I thought US Screen is already closed?


----------



## nosdiVAD (Jun 28, 2009)

mrbigjack50 said:


> I would got with a Viper over Anajet any day, look at Anajet section and see long line of complaints about it and than compare to DTG machine and see what you get for number...
> 
> If you want a machine that wont let you ever down get Brother


well i print on almost anything, pen, cups, domminoes, bags, rags etc. i've been printing t-shirts for over 25 years now, if i must say so myself i'm good at what i do because i love it , i just wants to be better and more efficient, i print promotional items, and for clients that has their own brands, i'm not a big company as yet i'm just going out on my own now but the amount of jobs i get can be crazy, my last big job was over 4,500-coloured tshirts printed back and front, witch the client wanted in two weeks, and i have to be makeing a whole lot of screens, that was crazy, i'm trying to prepare myself for regular jobs like that because i do get them, DTGs really fascinated me until i read about the problems that can come with owning one, it good to know there are printers like myself out there i can talk to, this responce was for ZOOM MONSTER, thanks


----------



## abmcdan (Sep 14, 2007)

Check out the Belquette Mod 1. Not only is it fast, you could get a module with solvent inks for your promotional products.

Andy


----------



## WholesalePrint (Sep 23, 2008)

> Before you decide on a printer, you may want to discus your business plan. Volume, expected costs, types of clients you plan to service, as well as the level of your understanding of this business, will have a big bering on how you proceed


Fair thing to say and wise.


----------



## zoom_monster (Sep 20, 2006)

nosdiVAD said:


> well i print on almost anything, pen, cups, domminoes, bags, rags etc. i've been printing t-shirts for over 25 years now, if i must say so myself i'm good at what i do because i love it , i just wants to be better and more efficient, i print promotional items, and for clients that has their own brands, i'm not a big company as yet i'm just going out on my own now but the amount of jobs i get can be crazy, my last big job was over 4,500-coloured tshirts printed back and front, witch the client wanted in two weeks, and i have to be makeing a whole lot of screens, that was crazy, i'm trying to prepare myself for regular jobs like that because i do get them, DTGs really fascinated me until i read about the problems that can come with owning one, it good to know there are printers like myself out there i can talk to, this responce was for ZOOM MONSTER, thanks


 With the specifics you've cited here, let's talk about some realities. With a 4.5K X 2 sides on colored shirts, there is no way on your two choices of machine to deliver within 2 weeks(336 hours). There are not enough hours (based on one machine) to do that in most cases. You may be able to pump that out on a larger Kornit, but you would still be running overtime... even if everything ran without incident. Inkjet on garment is very slow in terms of raw production. Now there may be a way to do this many shirts with multiple machines and proper curing araingments.
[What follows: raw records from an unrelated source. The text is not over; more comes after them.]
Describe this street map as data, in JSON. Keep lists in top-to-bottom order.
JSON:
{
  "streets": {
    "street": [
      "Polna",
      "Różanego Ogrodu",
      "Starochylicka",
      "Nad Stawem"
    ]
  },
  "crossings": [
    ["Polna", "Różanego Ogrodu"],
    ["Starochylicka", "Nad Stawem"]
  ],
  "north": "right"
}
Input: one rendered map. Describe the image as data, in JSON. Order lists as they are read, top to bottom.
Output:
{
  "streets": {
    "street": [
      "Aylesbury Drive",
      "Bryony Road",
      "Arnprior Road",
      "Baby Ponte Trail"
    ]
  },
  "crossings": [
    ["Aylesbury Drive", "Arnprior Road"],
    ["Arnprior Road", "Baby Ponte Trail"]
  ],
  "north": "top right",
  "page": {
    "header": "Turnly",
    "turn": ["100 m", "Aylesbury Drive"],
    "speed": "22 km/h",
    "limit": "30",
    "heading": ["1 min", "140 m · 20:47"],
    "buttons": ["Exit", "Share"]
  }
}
Another factor in these machines is production time and cost will be related to design size and resolution requirements. simple designs can print faster than complex. Larger designs take longer to produce and are more costly ink wise. If you can see That you'd like to look at this further, and you have a certain weekly throuput in mind, understand that one epson based machine can do about 20-35 CMYK per hour and half that if you concider the white underbase. The speeds can be more or less depending on content and size. Do some more homework, look at some machines in action. You may even want to sub some jobs out(DTG printers) and push your suppliers' envelope demand wise. If you see what works and how, you can make better choices. My Anajet is great but direct to garment is just one tool, and as such, it may be the best one for some jobs but not every one.


----------